* [Problem requirements]: Count lines holding the string "linecap" in the data that follows. Reply with one number only.
··········
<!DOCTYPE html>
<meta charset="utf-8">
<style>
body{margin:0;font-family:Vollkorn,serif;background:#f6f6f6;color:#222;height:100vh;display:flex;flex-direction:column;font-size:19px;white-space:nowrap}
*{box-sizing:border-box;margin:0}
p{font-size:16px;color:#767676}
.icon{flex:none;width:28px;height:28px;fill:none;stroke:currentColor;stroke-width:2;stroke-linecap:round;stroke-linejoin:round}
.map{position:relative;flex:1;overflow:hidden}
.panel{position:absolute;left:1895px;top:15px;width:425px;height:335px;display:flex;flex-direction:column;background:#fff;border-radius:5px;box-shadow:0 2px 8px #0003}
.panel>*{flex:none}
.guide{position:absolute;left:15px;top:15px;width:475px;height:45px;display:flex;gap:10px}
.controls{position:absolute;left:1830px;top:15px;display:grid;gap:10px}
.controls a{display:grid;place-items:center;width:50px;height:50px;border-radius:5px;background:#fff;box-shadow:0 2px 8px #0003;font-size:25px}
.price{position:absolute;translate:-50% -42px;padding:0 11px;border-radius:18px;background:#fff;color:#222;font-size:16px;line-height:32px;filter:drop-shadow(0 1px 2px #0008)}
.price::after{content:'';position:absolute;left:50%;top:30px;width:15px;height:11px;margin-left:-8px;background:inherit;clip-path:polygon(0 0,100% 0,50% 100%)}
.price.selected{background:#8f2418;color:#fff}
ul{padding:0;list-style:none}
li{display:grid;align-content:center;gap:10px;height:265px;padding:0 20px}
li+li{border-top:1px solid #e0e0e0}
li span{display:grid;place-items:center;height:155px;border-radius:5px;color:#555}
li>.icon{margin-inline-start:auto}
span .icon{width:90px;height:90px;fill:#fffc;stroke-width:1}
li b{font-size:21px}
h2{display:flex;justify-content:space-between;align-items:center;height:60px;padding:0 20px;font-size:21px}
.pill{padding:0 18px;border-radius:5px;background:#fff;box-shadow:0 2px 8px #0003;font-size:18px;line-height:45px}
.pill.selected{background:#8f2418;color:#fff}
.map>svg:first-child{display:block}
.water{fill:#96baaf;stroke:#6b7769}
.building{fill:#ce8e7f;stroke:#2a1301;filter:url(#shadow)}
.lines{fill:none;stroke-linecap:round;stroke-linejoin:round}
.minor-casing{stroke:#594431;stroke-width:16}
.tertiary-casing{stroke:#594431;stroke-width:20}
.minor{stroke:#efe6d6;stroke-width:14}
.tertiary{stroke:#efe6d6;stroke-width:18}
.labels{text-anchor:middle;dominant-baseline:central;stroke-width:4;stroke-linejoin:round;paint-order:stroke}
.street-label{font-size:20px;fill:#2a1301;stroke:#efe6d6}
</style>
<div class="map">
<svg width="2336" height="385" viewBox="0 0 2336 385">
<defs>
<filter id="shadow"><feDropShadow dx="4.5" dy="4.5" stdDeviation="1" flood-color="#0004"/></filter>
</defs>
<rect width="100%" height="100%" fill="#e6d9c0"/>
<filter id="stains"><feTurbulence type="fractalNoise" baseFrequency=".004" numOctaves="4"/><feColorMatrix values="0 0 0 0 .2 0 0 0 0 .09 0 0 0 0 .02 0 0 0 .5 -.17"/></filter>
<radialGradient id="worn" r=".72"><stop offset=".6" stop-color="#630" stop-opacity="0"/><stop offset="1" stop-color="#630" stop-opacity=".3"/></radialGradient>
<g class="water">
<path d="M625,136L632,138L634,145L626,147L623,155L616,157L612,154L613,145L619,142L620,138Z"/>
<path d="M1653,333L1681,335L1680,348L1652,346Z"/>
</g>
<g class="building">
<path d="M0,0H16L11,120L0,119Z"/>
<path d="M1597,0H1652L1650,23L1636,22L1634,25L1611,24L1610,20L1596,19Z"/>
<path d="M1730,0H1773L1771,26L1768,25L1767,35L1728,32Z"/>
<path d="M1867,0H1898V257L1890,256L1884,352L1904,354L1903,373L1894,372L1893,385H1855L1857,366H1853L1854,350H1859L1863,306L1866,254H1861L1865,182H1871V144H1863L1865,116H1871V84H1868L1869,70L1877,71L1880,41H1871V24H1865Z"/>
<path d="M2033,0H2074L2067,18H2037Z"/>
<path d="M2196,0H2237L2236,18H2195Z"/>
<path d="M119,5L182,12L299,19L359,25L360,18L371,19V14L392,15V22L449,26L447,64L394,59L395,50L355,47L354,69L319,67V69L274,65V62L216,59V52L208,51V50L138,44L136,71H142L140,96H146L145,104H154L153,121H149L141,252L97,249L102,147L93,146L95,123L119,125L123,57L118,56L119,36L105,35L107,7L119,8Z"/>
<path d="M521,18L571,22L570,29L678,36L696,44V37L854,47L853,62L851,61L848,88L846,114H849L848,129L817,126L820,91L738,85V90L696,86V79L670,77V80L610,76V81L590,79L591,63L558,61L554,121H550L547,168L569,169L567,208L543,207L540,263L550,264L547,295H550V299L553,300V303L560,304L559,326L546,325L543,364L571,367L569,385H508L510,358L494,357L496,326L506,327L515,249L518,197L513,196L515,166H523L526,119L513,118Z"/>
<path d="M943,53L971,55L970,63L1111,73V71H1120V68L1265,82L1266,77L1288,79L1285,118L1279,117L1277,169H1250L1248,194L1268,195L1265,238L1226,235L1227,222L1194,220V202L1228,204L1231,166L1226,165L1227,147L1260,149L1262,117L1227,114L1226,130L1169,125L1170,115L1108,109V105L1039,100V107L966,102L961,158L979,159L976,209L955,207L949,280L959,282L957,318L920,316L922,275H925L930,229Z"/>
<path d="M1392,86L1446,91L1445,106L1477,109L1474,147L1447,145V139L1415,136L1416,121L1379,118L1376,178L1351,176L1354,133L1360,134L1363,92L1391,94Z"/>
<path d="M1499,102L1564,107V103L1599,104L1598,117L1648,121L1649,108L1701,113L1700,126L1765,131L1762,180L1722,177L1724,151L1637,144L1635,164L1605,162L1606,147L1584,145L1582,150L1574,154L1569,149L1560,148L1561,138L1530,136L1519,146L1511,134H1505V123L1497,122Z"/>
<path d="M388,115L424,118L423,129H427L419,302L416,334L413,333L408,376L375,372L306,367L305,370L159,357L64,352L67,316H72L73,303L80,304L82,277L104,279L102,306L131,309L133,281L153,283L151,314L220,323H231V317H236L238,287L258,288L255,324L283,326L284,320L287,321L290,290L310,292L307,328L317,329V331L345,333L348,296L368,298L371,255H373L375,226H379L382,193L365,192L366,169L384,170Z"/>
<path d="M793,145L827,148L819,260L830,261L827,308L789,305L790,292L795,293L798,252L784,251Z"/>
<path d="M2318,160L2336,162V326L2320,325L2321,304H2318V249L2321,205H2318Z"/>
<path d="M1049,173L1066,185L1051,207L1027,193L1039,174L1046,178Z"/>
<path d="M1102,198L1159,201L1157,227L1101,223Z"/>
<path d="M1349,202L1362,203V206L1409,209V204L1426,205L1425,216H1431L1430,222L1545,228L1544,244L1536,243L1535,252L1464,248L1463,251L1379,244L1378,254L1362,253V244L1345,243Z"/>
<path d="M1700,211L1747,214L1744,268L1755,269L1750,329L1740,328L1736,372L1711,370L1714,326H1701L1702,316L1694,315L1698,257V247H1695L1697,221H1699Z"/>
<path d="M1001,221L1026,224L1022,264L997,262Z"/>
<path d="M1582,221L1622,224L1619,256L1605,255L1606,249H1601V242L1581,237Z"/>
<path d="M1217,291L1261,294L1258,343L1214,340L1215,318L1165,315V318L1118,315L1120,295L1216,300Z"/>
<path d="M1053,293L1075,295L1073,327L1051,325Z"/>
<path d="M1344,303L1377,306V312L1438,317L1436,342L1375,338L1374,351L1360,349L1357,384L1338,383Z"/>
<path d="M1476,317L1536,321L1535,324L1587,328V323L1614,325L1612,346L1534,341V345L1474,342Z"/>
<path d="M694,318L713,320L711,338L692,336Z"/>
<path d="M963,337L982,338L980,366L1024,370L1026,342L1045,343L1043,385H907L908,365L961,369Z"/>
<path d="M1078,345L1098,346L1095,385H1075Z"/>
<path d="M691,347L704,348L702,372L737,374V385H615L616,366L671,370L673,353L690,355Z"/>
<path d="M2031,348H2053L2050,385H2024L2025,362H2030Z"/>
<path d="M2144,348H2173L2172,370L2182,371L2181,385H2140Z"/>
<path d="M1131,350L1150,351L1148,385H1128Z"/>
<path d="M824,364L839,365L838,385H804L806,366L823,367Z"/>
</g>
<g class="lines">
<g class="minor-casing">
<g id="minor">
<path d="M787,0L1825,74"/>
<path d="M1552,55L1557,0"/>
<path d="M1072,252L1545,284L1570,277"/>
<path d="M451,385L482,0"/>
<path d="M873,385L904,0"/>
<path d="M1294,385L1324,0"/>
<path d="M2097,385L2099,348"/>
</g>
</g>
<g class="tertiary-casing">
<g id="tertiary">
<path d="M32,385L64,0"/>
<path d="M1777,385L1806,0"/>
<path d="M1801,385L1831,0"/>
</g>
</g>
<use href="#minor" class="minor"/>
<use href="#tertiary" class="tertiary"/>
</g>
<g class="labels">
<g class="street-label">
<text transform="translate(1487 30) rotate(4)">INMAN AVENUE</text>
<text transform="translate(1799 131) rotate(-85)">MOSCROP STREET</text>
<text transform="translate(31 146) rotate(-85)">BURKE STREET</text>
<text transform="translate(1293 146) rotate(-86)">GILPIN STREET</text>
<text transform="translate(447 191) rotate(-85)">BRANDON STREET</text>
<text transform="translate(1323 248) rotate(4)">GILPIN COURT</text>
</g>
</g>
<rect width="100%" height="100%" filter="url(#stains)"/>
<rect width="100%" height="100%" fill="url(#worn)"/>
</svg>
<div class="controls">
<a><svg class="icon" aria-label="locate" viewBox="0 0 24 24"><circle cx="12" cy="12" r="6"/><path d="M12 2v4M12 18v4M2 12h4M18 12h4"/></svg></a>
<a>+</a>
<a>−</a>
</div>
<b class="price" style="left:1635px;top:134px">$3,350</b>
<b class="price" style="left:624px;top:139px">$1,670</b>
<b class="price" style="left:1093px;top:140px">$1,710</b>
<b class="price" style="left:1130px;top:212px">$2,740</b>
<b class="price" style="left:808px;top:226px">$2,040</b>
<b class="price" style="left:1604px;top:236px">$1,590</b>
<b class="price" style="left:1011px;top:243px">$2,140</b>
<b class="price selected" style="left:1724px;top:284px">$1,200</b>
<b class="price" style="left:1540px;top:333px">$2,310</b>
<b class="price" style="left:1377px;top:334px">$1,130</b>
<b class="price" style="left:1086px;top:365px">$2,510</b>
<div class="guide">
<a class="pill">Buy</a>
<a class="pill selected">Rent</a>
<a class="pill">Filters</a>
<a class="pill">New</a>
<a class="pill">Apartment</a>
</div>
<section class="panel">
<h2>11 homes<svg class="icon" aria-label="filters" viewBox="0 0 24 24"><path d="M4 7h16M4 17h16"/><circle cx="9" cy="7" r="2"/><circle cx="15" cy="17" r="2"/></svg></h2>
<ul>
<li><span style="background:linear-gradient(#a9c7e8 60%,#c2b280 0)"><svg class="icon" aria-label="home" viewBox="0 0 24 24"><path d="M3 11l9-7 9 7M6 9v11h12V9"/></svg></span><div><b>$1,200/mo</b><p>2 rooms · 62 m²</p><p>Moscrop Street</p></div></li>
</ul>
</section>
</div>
··········
* [Solution to this problem]: 2